Introduction
Acanthameba is a free living protozoan found in diverse environments including soil, water, and air . The first note on Acanthamoeba was made in 1930, and the first human eye infection was reported in 1974. Acanthamoeba has been isolated from the throat & nasal passages of healthy humans. It can infect the cornea of the human eye in immunocompetent individuals & cause keratitis (AK). Acanthamoeba may lead to blindness in 15% of cases if diagnosis & prompt treatment are delayed. The risk factors associated with AK include contact lens wearing, soil work and swimming in pools. AK is typically unilateral and patients usually suffer from eye pain, hyperaemia, and photophobia. The objective of this study is to explore acanthamoebic etiology among patients suffering from chronic keratitis, where the infectious agent remains unknown.
Methods
This is a prospective analytic & descriptive study conducted at two referral eye hospitals in Khartoum. The study population included all patients who presented with chronic keratitis and who did not respond to standard therapy for bacterial, viral, or fungal infections during July 2003 to August 2005. Specimens were corneal swabs and corneal scrapes. We used light microscopy and culture techniques. A wet mount preparation from both the corneal swab & scrape was made. The specimen was suspended in 10 ml of 0.9% saline and centrifuged. Most of the supernatant was aspirated and the sediment suspended in the remaining fluid.

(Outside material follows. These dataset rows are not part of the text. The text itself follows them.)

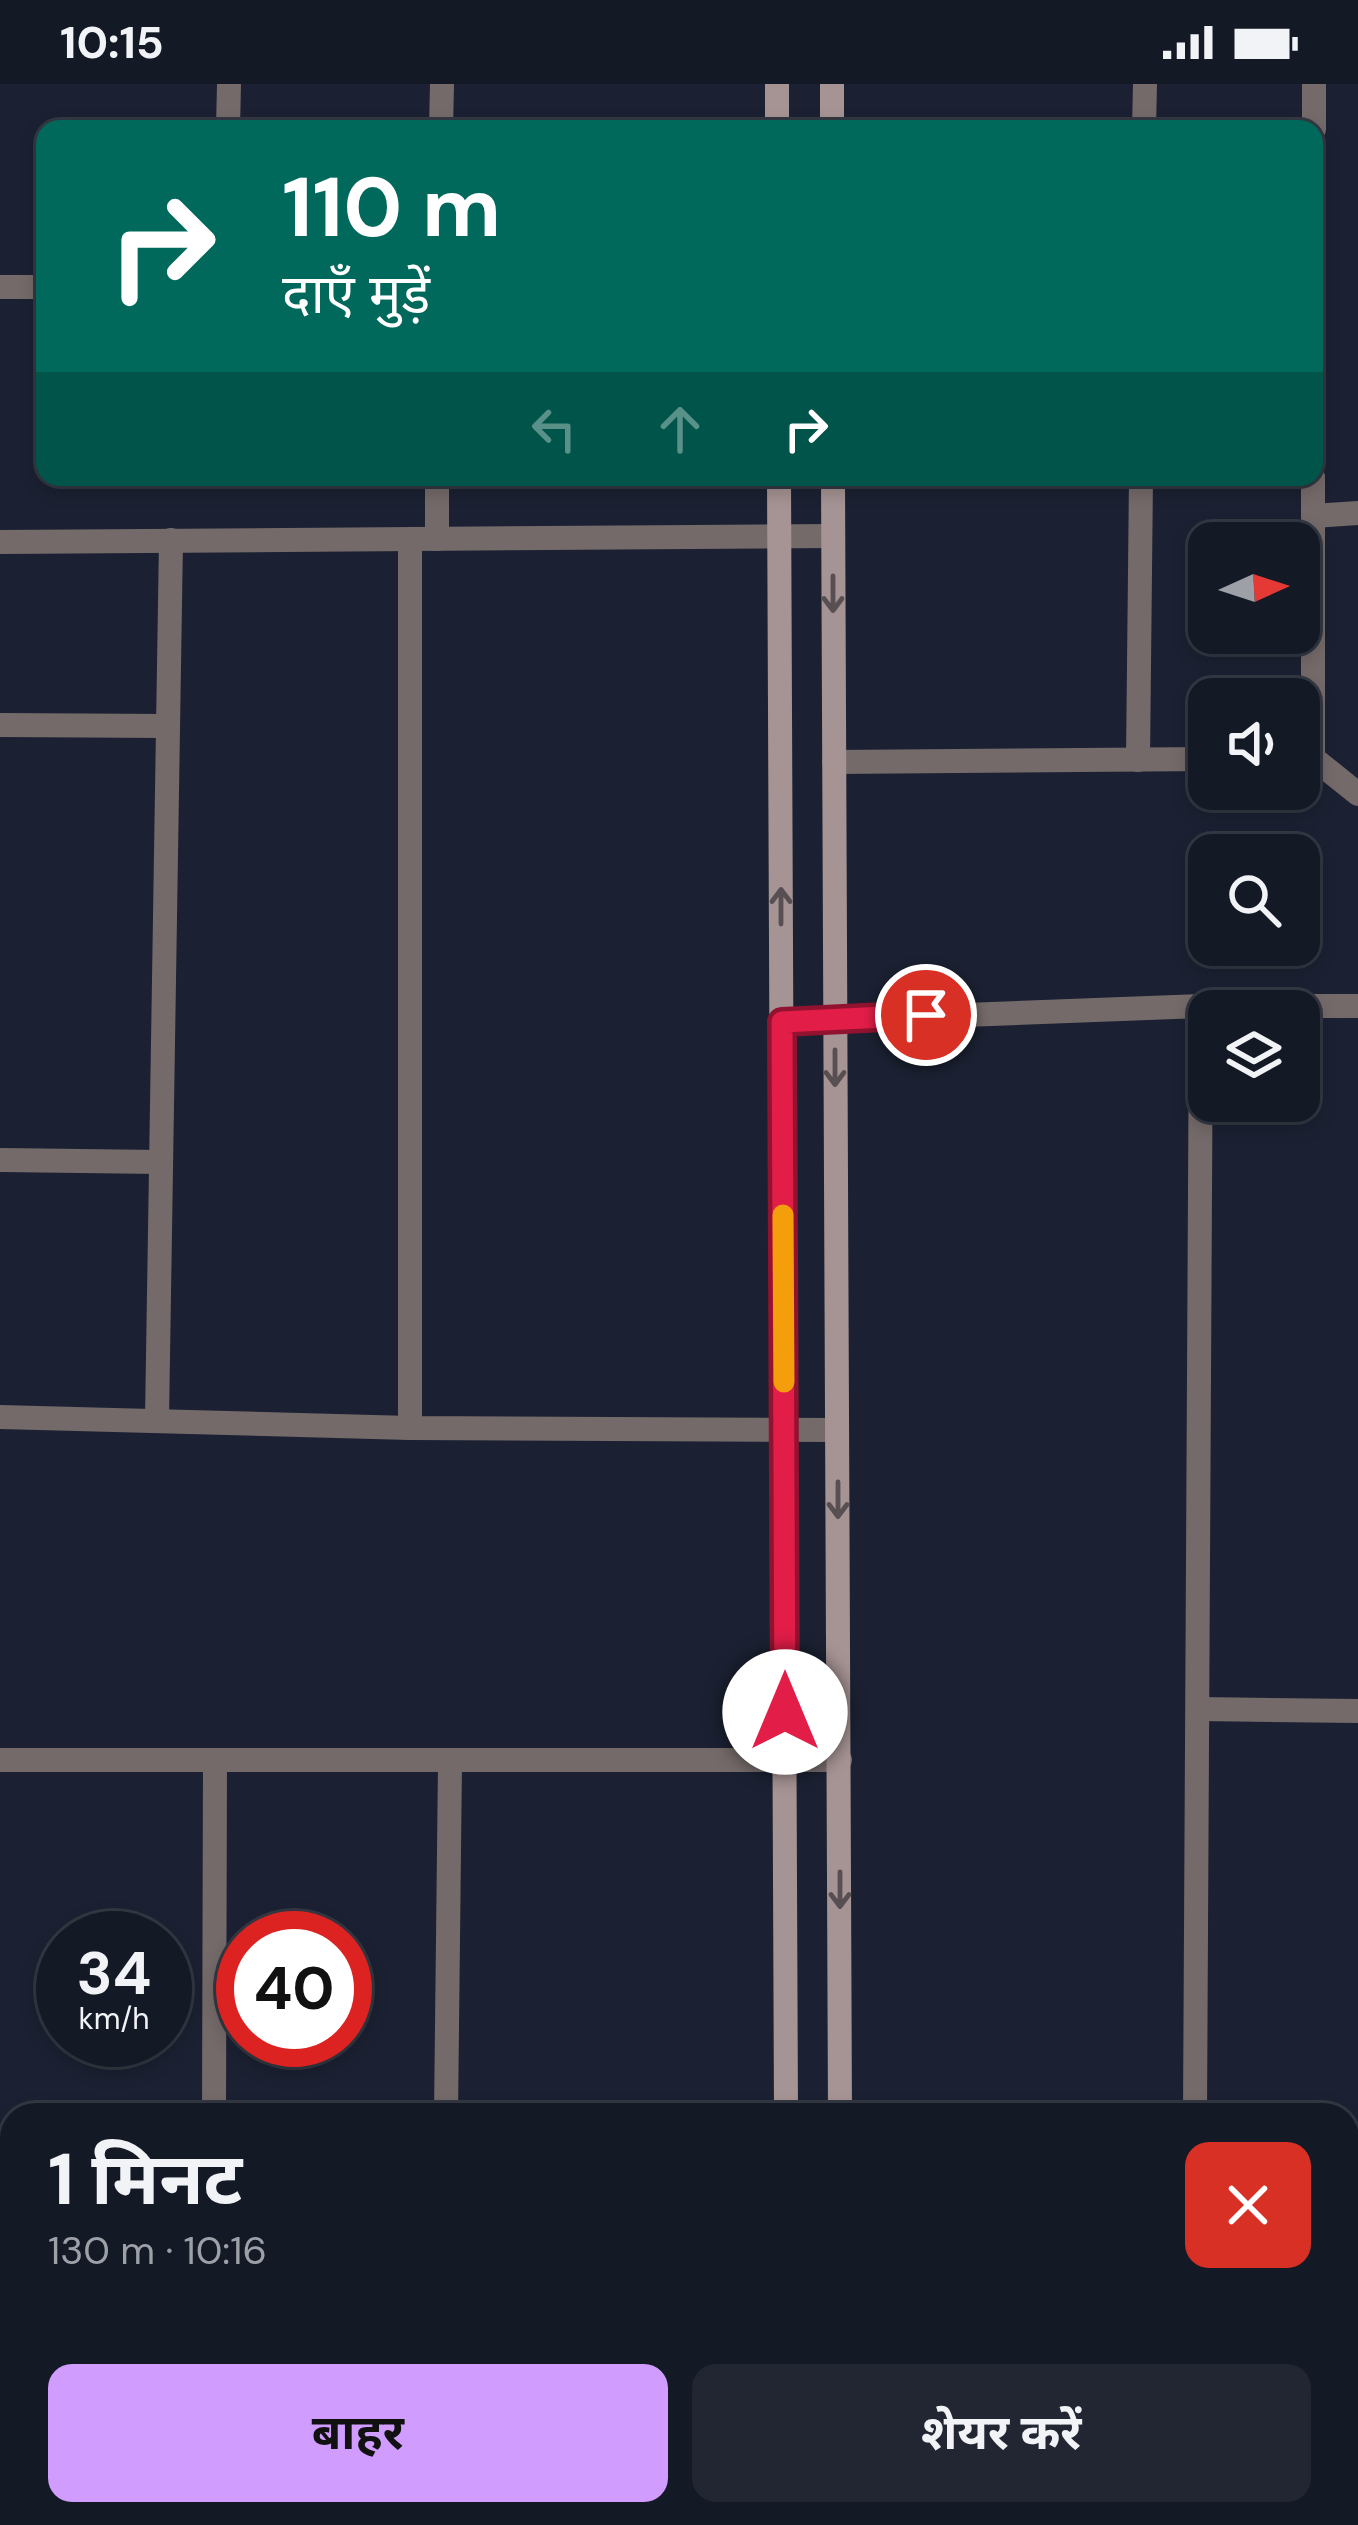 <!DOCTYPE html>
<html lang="hi">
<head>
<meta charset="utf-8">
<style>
  :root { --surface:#141926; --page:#212632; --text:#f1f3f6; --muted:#9da0a7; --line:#333843; --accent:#d09dff }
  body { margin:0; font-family:"DM Sans","Noto Sans Devanagari",sans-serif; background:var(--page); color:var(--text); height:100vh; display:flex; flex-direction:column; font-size:45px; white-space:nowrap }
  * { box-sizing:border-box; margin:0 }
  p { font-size:39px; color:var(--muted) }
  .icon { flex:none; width:66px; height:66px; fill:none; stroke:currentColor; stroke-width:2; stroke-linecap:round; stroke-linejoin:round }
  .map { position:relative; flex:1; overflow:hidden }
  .details { position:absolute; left:0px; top:2019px; width:1359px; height:423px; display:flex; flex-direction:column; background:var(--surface); border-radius:36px 36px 0 0; box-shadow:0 6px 18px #0003,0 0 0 3px var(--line) }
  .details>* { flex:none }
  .top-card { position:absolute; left:36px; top:36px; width:1287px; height:366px; border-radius:24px; box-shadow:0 6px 18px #0003,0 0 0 3px var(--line); background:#00695c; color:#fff; overflow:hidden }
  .needle { width:78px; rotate:87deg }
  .fabs { position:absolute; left:1188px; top:438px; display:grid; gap:24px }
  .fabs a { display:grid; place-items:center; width:132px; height:132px; border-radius:24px; background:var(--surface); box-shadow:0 6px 18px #0003,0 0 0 3px var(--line); font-size:60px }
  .speed { position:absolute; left:36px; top:1827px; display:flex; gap:24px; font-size:60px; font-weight:700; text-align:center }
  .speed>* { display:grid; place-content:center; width:156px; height:156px; border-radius:50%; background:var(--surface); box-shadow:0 6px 18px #0003,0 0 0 3px var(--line); line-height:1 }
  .speed small { font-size:30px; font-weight:400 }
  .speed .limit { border:18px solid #d22; background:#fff; color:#111 }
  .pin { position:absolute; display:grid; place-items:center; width:102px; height:102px; color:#fff; margin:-51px; border:6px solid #fff; border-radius:50%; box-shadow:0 3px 12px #0007 }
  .me { position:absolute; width:132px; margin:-66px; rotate:0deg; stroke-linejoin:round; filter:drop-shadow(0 0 9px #0008) }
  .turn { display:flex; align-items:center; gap:42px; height:252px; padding:0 48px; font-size:54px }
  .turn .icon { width:156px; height:156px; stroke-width:2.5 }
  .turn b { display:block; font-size:84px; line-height:102px }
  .lanes { display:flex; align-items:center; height:114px; padding:0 48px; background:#0003; justify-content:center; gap:60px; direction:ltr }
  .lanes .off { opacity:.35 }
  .round { display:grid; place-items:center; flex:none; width:126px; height:126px; border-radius:24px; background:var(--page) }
  .overview { display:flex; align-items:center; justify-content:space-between; height:204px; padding:0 48px }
  h1 { font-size:72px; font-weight:700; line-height:90px }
  .action { display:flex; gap:24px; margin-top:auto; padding:24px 48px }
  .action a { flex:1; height:138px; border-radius:24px; background:var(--accent); color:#111; font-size:48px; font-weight:700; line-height:138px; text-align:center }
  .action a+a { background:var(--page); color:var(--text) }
  .status { display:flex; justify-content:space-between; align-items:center; height:84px; padding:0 60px; background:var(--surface); direction:ltr }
  .status svg { height:33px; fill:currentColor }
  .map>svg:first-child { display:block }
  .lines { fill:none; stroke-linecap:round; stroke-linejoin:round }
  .street { stroke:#756a6a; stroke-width:24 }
  .secondary { stroke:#a69393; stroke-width:24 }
  .oneway { stroke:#574f52 }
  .route-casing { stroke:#92132f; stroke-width:30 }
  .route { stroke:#e11d48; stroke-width:21 }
  .slow { stroke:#f59e0b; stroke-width:21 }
</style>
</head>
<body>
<div class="status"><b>10:15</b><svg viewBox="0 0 49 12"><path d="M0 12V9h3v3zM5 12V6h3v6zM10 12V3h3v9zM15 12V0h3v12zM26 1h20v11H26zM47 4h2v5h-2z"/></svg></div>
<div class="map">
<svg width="1358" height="2441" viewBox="0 0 1358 2441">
  <rect width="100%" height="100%" fill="#1b2132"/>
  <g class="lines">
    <g class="street">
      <polyline points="228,45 229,0"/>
      <polyline points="441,45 442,0"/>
      <polyline points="1144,45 1145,0"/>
      <polyline points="1314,45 1314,0"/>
      <polyline points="0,203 45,203"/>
      <polyline points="1313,432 1358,429"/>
      <polyline points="410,455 410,1344"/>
      <polyline points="437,455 437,393"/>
      <polyline points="0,458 833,452"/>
      <polyline points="0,641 167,642"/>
      <polyline points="1299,674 1313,674 1313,393"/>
      <polyline points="1313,674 1358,710"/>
      <polyline points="1138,676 1141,393"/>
      <polyline points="834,678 1209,675"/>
      <polyline points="782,938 1201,922 1358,922"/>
      <polyline points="0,1076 161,1078"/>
      <polyline points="0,1333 410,1344 837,1346"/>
      <polyline points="157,1335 171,456"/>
      <polyline points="1198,1625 1358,1627"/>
      <polyline points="0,1676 840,1676"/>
      <polyline points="214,2031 215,1677"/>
      <polyline points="446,2031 450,1679"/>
      <polyline points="1195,2031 1201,922"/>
      <polyline points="1347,2334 1358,2334"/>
      <polyline points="213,2441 213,2430"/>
      <polyline points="441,2441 441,2430"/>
    </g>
    <g class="secondary">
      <polyline points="777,0 777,45"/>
      <polyline points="832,0 832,45"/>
      <polyline points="779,393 786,2031"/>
      <polyline points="833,393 840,2031"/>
      <polyline points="787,2430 787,2441"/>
      <polyline points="841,2430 841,2441"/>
    </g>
  </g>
  <defs><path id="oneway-shaft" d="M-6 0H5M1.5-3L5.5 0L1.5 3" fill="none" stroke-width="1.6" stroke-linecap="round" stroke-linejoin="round" transform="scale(3)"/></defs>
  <g class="oneway">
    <use href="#oneway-shaft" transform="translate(833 510) rotate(90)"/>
    <use href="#oneway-shaft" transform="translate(781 822) rotate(-90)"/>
    <use href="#oneway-shaft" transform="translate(835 984) rotate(90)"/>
    <use href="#oneway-shaft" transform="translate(838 1416) rotate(90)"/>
    <use href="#oneway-shaft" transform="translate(840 1806) rotate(90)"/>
  </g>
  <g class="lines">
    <g class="route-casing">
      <polyline id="route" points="785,1628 782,938 926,931"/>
    </g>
    <use href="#route" class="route"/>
    <polyline class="slow" points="783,1131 784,1298"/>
  </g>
</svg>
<div class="fabs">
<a><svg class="needle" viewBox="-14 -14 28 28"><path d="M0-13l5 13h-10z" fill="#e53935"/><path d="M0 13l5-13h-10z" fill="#9da0a7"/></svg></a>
<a><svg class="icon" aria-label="sound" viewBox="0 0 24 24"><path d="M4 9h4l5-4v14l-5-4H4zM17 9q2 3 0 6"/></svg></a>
<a><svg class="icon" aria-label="search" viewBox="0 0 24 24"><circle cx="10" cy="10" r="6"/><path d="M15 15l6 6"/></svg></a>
<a><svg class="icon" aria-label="layers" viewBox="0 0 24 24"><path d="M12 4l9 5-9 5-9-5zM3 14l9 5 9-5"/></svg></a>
</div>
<div class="speed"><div>34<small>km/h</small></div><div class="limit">40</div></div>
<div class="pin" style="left:926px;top:931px;background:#d93025"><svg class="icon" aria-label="arrive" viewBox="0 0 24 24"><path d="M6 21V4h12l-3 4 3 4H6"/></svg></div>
<svg class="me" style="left:785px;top:1628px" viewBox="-20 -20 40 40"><circle r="19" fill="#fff"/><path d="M0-13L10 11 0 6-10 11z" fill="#e11d48"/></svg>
<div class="top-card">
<div class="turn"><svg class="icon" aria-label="right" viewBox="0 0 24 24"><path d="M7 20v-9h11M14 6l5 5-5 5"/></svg><div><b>110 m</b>दाएँ मुड़ें</div></div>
<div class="lanes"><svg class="icon off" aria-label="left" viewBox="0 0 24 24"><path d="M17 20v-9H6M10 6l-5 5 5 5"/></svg><svg class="icon off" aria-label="ahead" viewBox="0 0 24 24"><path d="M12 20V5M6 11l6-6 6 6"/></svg><svg class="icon" aria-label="right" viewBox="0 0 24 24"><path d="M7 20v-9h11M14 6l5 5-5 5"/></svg></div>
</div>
<section class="details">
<div class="overview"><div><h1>1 मिनट</h1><p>130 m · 10:16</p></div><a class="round" style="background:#d93025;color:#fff"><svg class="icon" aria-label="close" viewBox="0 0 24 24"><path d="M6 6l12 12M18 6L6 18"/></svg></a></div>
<div class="action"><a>बाहर</a><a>शेयर करें</a></div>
</section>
</div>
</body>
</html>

A preparation was examined by microscopy for Acanthamoeba. Another similar specimen was cultured in a non- nutrient agar seeded with Escerichia coli bacteria and plates incubated at room temperature. Plates were examined daily for two weeks.
Results
Only six (4 males and 2 females) of the 138 patients were positive for Acanthamoeba. The age range was 30–65 yrs (mean 47.5 yrs).
Acanthamoeba trophozoite (arrow). Giemsa stain ( x 400)
This is the first study on Acanthamoeba eye disease from Sudan using culture and microscopy methods. Molecular methods are recognized laboratory methods for diagnosis of AK, but the high degree of heterogeneity limited their use in our study. Isoenzyme analysis for diagnosis and species differentiation of Acanthamoeba can be used, however they are not always reproducible. For example, while distinct differences in the acid phosphatase and esterase isoenzyme profiles in Acanthamoeba pustulosa and Acanthamoeba palestensis were reported by one investigator; identical isoenzyme patterns for these two species were found by another investigator. Contact lens wearing is a common risk factor for AK, mainly from western countries. However, minor eye trauma was the main risk factor in our case series and these findings are in agreement with reports from India.